Julia untied her apron and pulled it over her head, tossing it onto a table. She caught Jessie’s yawn, and her mouth opened so wide she thought it was never going to close again. The bags under her eyes were practically ruched. All she could think of was her bed, however, there was somebody she wanted to visit before she could do that.
“Are you okay cleaning up on your own?” Julia asked, already grabbing her pink coat and umbrella from the hooks in the kitchen. “I’ll lock the door. Just use the spare keys to let yourself out and lock up if I’m not back.”
“Where are you going?” Jessie asked after dropping a pile of dishes into the hot soapy water she had just run.
“How do you feel about college?” Julia asked.
“College?” Jessie replied with a deep frown. “I wasn’t any good at school. I failed all my exams.”
“Joanne’s son, Jamie, is on a building apprenticeship,” Julia said as she pushed her arms through her coat. “He studies at college one day a week, but he works for the rest of the week. You’re already doing that, so why not get qualified?”
Jessie screwed her up face before looking down her nose at Julia.
“You mean, like a certificate?” Jessie asked. “A real one?”
“As real as they come,” Julia said, glad that Jessie wasn’t dismissing it outright. “It’ll look good for when your social worker visits if we’re showing that you’re settling into Peridale. This is just another way to do that.”
The mention of her social worker stiffened Jessie in an instant, and her face turned bright red as though she had completely stopped breathing. Julia stared at her young lodger as she buttoned up her jacket, suddenly realising she hadn’t heard from the social worker in a while.
“Yeah, whatever,” Jessie said, spinning and picking up a dirty plate which she started to vigorously scrub.

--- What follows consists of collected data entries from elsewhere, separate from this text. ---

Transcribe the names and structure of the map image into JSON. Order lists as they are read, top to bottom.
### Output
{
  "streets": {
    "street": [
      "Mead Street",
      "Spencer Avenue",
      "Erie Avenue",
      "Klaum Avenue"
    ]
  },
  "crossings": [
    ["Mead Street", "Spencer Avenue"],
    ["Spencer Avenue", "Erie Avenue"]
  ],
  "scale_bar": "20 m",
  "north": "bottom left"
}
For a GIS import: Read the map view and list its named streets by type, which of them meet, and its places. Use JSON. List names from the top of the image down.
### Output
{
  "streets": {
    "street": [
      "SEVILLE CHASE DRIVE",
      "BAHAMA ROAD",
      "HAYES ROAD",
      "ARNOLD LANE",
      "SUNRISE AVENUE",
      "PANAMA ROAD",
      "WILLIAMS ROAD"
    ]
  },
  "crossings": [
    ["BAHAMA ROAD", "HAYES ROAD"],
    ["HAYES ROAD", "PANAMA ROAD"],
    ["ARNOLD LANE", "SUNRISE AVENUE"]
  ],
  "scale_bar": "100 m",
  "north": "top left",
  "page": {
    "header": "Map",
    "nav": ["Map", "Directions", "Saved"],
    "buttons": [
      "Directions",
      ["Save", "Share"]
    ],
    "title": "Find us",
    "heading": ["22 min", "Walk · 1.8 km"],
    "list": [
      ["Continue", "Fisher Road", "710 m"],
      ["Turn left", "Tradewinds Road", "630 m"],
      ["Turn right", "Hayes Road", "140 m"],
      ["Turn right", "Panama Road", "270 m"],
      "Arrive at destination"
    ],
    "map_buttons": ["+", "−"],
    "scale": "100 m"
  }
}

“Joanne has a prospectus for the college so we’ll have a look properly tonight,” Julia said, grabbing her handbag and tossing it over her shoulder. “If you need anything, you have my mobile number.”
Jessie nodded, her dark ponytail bobbing up and down. As she walked through the café towards the door, she wondered why Jessie was so scared of her social worker. When they had spoken on the phone, she had seemed like a pleasant lady, even if she had not sent out the paperwork she said she would.
Julia pushed up her umbrella the second she stepped outside, pulling it close to her head. Strong wind almost knocked her off her feet as she walked around the village green. The umbrella did little to protect her from being soaked by the sideways falling rain, which was tumbling so heavily it bounced off the road underfoot.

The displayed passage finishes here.